◆ **Exercise material**:
▬▬▬▬▬▬

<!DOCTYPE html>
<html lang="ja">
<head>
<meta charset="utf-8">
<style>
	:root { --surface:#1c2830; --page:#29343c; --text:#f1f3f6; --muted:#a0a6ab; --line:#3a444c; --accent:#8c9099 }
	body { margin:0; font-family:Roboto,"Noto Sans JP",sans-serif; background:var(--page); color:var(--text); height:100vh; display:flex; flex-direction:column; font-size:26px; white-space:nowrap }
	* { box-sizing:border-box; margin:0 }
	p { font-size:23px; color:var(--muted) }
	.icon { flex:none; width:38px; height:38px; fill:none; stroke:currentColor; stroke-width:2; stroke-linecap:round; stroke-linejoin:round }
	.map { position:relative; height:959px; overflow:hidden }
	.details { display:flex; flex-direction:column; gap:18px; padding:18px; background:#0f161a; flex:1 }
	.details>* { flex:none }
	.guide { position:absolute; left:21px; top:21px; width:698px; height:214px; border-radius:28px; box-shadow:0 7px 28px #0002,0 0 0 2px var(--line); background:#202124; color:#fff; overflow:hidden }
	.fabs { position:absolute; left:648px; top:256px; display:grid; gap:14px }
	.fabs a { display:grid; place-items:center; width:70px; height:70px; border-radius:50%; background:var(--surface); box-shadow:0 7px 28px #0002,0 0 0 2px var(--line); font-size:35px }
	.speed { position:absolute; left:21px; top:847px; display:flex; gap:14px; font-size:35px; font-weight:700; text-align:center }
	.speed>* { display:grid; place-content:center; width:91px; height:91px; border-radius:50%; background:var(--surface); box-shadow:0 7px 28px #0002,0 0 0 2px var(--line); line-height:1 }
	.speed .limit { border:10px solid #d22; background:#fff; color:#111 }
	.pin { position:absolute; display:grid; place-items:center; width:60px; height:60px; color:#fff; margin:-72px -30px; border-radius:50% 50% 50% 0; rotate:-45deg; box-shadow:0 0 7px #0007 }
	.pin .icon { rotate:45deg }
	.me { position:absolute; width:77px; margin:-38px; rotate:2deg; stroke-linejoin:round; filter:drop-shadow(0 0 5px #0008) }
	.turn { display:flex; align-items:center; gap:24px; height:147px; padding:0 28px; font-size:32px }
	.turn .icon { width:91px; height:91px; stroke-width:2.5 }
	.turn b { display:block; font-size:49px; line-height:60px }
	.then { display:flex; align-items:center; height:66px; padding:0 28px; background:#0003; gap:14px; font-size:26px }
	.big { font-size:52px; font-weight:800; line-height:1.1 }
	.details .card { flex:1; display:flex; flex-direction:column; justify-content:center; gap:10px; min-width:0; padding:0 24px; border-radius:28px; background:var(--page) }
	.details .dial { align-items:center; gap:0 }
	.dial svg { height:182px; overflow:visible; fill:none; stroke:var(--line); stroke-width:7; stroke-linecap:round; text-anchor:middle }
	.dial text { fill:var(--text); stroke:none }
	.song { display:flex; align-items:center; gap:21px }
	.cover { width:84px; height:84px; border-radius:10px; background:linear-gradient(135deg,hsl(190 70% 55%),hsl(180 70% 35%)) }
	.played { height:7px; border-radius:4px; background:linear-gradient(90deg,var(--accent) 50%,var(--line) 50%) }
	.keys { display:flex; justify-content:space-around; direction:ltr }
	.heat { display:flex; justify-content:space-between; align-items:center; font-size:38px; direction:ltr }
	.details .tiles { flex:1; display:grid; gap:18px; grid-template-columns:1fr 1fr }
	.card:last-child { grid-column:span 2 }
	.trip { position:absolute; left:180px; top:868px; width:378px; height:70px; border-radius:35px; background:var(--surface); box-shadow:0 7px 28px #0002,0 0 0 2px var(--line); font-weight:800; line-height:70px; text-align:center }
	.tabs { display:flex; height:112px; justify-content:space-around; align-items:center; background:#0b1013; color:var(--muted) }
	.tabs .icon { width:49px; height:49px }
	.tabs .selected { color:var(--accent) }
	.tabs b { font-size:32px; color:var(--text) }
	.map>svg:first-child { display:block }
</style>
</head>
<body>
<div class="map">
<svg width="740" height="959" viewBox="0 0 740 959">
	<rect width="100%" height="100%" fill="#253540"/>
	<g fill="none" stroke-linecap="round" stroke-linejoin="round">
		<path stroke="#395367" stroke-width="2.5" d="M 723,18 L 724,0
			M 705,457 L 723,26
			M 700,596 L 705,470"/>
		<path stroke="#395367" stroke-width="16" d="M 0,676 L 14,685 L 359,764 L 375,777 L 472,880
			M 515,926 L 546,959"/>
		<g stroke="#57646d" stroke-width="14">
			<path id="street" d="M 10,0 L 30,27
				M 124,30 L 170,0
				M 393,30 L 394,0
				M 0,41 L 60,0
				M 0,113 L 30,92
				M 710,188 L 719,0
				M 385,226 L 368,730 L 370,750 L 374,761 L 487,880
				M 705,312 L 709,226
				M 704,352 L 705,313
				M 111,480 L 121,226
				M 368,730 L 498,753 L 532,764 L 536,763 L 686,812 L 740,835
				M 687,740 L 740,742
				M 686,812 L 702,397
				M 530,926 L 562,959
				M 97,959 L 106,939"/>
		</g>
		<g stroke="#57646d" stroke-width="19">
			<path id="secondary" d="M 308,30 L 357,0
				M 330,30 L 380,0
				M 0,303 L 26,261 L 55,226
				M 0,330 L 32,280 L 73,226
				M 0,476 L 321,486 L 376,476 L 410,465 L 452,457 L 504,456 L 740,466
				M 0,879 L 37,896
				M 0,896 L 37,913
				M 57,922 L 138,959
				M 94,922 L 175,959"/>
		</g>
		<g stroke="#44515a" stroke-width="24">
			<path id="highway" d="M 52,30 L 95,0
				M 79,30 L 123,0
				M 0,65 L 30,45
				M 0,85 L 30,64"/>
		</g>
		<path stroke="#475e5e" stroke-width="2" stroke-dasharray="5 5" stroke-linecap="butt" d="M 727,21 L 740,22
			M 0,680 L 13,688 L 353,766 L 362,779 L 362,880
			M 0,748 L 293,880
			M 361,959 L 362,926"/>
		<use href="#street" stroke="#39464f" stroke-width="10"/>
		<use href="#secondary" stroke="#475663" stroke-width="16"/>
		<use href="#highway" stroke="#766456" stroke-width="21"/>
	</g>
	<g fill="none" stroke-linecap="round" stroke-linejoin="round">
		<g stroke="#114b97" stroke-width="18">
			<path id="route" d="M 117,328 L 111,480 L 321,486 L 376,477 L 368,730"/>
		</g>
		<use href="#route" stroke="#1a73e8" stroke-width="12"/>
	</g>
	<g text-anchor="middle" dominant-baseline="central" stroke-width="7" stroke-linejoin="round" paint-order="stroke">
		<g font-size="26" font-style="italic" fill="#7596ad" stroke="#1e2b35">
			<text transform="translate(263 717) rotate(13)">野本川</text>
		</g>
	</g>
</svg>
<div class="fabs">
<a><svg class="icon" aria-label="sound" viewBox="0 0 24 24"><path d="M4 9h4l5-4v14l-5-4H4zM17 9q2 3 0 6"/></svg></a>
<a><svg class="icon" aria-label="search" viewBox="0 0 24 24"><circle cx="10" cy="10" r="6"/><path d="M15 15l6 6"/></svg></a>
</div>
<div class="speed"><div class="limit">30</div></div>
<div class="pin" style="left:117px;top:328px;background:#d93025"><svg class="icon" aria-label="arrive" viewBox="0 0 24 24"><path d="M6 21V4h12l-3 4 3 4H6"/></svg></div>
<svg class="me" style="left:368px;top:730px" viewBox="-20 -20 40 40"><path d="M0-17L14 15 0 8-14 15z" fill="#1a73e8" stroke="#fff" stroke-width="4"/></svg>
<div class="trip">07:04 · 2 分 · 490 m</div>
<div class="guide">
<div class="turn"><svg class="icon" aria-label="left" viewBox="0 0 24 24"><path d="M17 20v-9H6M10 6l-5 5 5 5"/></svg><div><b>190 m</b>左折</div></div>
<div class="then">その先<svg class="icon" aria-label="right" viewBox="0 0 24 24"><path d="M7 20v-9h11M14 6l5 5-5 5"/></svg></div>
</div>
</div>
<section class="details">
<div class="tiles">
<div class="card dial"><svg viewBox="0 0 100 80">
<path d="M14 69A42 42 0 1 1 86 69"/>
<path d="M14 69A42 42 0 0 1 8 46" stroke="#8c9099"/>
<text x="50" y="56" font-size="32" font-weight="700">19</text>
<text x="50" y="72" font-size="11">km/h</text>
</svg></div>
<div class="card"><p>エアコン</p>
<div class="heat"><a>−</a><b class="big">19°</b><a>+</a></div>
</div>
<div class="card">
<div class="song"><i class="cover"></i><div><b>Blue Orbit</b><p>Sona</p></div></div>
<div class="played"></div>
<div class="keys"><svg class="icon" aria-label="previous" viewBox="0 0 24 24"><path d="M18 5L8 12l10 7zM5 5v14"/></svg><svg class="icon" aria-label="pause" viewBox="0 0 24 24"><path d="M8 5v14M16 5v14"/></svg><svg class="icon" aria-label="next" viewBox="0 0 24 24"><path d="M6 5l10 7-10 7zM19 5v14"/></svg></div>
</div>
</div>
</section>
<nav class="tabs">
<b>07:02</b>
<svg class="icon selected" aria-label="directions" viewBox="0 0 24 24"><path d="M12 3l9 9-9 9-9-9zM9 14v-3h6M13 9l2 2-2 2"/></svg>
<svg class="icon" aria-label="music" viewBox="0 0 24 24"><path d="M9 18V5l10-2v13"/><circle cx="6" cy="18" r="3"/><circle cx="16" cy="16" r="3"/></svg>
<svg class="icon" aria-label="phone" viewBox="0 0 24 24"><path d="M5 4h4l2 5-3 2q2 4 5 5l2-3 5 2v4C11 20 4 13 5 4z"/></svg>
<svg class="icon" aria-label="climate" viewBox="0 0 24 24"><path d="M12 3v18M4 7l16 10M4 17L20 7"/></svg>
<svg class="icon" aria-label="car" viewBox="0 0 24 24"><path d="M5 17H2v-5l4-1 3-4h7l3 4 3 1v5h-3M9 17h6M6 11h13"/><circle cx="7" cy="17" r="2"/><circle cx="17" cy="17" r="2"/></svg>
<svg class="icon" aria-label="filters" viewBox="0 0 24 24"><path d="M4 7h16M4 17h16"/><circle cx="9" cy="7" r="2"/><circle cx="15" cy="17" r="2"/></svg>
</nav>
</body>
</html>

▬▬▬▬▬▬

◆ **Activity**:
Where in the records does the string "rotate" appear? Copy every line that has it.

◆ **Exercise solution**:
	.pin { position:absolute; display:grid; place-items:center; width:60px; height:60px; color:#fff; margin:-72px -30px; border-radius:50% 50% 50% 0; rotate:-45deg; box-shadow:0 0 7px #0007 }
	.pin .icon { rotate:45deg }
	.me { position:absolute; width:77px; margin:-38px; rotate:2deg; stroke-linejoin:round; filter:drop-shadow(0 0 5px #0008) }
			<text transform="translate(263 717) rotate(13)">野本川</text>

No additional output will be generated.